Does Your Marketing Sizzle?

Author Thomas Sant wrote a recent article in which he quoted Elmer Wheeler’s famous line, “Don’t sell the steak – sell the sizzle.” Wheeler went on to say, “The sizzle has sold more steaks than the cow ever has, although the cow is, of course, mighty important.”
 
What Wheeler meant by “sizzle” is the compelling benefit that has primary appeal to the customer. In other words, that aspect of your product or service that grabs your prospects’ imagination and gets them excited about what will happen if they buy from you.  It represents the one clear benefit that is most closely linked to the customer’s interests or motivations.

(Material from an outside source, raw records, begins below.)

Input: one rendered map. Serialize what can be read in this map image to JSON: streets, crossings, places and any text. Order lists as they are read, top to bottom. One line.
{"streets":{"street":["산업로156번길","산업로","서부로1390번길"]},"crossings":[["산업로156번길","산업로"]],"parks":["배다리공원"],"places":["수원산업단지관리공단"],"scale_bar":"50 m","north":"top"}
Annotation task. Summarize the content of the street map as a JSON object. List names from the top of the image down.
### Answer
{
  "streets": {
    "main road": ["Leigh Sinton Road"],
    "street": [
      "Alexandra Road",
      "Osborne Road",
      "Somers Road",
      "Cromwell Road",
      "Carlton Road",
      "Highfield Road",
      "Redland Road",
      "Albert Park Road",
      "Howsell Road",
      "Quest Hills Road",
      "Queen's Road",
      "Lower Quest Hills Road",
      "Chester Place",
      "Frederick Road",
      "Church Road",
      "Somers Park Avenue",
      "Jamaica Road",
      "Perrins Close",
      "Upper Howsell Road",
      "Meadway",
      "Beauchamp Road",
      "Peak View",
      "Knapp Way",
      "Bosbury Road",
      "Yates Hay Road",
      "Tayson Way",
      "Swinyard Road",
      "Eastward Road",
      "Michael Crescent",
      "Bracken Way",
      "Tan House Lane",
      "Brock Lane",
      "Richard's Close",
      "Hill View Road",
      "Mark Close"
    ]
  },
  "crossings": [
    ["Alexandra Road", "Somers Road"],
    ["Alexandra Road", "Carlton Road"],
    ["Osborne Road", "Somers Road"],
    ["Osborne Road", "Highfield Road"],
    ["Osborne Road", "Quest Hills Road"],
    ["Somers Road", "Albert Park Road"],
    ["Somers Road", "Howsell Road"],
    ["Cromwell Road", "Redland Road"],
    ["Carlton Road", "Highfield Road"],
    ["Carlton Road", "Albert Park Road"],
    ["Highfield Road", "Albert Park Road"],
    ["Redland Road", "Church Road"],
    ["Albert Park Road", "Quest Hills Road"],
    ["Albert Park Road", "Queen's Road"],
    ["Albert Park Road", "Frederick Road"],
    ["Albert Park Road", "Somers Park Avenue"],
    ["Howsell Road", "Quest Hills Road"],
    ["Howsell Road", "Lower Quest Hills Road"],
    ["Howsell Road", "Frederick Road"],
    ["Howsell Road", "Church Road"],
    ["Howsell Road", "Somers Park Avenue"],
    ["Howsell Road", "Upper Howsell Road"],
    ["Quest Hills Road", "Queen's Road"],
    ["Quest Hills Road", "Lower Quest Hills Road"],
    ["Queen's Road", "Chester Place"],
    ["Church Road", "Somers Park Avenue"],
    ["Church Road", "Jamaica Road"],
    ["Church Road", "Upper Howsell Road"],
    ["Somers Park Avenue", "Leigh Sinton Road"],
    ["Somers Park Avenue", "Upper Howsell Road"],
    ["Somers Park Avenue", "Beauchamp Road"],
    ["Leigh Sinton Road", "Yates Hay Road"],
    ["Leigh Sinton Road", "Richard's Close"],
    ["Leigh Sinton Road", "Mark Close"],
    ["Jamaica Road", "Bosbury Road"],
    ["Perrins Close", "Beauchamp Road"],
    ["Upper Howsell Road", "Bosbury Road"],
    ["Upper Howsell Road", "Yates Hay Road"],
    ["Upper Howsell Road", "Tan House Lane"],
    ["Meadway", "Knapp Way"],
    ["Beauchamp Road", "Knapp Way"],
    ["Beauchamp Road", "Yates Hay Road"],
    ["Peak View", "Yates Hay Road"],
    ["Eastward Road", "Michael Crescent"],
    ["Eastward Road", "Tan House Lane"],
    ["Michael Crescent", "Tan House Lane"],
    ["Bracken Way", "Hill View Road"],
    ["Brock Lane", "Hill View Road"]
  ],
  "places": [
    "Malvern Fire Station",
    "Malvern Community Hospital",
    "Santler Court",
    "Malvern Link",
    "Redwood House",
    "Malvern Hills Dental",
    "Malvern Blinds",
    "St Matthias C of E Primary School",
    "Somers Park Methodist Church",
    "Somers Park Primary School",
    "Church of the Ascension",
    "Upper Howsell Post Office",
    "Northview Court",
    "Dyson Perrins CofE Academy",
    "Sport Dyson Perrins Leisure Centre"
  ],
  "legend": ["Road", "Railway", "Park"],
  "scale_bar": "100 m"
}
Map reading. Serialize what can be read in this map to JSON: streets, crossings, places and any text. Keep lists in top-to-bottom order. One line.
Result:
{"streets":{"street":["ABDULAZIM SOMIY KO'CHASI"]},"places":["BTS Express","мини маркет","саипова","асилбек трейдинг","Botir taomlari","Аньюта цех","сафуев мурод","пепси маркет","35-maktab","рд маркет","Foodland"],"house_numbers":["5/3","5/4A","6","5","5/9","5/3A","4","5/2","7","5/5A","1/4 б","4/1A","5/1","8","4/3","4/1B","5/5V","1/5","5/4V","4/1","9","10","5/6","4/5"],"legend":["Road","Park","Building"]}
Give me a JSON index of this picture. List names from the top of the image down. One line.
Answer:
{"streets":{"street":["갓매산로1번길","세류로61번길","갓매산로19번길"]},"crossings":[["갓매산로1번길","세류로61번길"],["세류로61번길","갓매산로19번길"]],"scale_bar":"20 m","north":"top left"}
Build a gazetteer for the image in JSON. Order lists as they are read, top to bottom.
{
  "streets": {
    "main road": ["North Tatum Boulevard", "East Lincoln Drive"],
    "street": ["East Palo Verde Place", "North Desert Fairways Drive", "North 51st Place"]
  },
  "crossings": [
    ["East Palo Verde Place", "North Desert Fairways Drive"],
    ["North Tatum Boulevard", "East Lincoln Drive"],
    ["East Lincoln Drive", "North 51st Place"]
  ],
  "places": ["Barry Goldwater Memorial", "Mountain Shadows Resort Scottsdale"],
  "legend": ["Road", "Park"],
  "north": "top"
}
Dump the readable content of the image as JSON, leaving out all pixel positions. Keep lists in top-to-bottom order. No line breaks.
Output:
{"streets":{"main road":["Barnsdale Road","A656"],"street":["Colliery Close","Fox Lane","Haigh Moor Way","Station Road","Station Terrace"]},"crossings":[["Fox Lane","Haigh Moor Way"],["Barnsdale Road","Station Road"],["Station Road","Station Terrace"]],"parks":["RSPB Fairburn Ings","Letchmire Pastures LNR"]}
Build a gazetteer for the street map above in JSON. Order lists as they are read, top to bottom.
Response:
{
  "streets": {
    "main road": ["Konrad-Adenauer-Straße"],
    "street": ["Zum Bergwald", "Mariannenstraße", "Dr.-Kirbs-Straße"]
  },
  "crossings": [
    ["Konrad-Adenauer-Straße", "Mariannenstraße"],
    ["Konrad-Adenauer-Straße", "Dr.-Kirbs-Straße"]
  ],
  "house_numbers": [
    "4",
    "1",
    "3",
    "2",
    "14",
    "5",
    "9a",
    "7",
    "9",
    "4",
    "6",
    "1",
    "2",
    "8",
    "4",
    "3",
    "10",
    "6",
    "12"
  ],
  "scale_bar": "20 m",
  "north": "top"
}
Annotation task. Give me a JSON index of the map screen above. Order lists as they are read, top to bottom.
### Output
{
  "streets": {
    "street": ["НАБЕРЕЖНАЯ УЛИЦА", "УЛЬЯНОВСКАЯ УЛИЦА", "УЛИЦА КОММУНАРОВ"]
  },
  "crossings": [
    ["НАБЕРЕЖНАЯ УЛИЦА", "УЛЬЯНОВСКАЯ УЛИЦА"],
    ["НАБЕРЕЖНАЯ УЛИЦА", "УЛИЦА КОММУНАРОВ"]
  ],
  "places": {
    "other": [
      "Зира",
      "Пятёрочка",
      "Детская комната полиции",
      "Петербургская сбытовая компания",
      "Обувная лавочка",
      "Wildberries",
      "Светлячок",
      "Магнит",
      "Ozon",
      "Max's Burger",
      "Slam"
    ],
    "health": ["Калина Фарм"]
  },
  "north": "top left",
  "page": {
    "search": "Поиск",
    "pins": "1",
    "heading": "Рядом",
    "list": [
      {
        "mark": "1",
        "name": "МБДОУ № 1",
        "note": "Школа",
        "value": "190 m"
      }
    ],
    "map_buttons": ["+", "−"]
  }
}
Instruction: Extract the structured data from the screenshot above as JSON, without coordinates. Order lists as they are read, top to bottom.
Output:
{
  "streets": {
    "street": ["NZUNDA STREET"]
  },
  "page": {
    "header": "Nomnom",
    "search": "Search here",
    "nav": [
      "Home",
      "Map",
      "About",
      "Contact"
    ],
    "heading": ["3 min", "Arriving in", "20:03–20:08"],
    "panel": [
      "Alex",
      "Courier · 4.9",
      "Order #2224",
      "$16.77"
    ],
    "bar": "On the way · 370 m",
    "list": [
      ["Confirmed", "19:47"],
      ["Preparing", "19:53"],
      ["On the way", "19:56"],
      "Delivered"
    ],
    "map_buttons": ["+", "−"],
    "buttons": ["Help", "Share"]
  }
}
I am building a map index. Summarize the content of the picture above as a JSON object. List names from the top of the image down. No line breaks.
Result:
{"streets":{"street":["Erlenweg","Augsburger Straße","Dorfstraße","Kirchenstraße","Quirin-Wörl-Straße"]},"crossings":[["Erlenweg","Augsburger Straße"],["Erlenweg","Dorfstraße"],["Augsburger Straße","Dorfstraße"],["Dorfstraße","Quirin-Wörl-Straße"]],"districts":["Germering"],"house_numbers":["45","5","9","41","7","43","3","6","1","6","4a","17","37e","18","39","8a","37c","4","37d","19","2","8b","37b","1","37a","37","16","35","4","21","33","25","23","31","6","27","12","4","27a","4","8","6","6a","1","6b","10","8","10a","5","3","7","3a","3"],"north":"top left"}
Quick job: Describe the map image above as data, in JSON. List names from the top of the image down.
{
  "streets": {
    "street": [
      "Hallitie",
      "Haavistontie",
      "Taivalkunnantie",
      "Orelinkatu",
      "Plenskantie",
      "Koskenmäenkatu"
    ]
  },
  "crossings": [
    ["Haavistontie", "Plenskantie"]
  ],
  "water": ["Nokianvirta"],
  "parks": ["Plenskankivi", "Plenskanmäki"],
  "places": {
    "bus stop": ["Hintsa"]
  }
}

Or better said – their emotions.
 
Wheeler described “sizzle” as being the “best selling arguments” we can come up with, factors that have a real gut-level appeal to the buyer.  He thought this kind of appeal was spontaneous and irrational, and he used lots of food analogies to make his point – the sizzle of the steak, the bubbles in the wine, the tang of the cheese, the aroma of the coffee.  A good “sizzle” will have the same immediate impact on us as walking into a restaurant and smelling something delicious, like hot pizza.
 
Wheeler’s point is a good one.  Customers only want to know, what’s in it for them? What’s the benefit?  How will I be better off?  Unfortunately, the vast majority of sales presentations and proposals focus on features and facts.  They cover details of the product or service or, even worse, their own history.  But no sizzle.  No benefit.  No vision of how their world will be better.
 
A good “sizzle” should make absolutely clear the answer to the one question every customer has rattling around in their head when they are listening to your sales presentation or reading your proposal: Why should I care?
 
Another important rule to remember is this: What represents a “sizzle” to one person may be a “fizzle” or a whole bonfire to another person. Therefore, fit the “sizzle” to the prospect at hand.  If you want to increase sales, figure out your client’s Hot Buttons and lead with the most important benefit that ignites that interest.
 
We literally spend hours with our clients in the beginning of our relationship understanding what is important to their prospects and customers in order to determine their meaningful differentiators.  In other words, what do they do that nobody else does?  What are the unique features of their products or services? What separates them from the competition in terms of methodology, management techniques, facilities or resources?
 
Once you’ve got your list of differentiators, go verify their importance with your customers. Then you can begin to articulate the kind of value customers look for such as increased productivity, reduced operating costs, improved quality, whatever. This gives you a matrix of differentiators and value orientations.  Now you can rank each differentiator in terms of its ability to prove to your customer that they’ll get that kind of value if they choose you.  If it’s important, give it maximum points.  If it’s basically irrelevant, give it one or none.  When you’re all done, you’ll not only have your sizzles, you’ll know when to use them.  If you’re selling to a customer who’s looking for guaranteed compliance with regulatory standards, and you have three or four differentiators that help assure that, those are the ones you mention.
 
The next time your mouth starts watering at the smell of a big juicy steak sizzling on the grill, or the aroma of chicken roasting on a spit, remind yourself that your sales presentations and proposals need to create that same kind of quick, visceral impact on your prospects and customers.  Find the hook – – the sizzle – – the appeal to your prospect’s and customer’s interests that will make them excited and eager to learn more.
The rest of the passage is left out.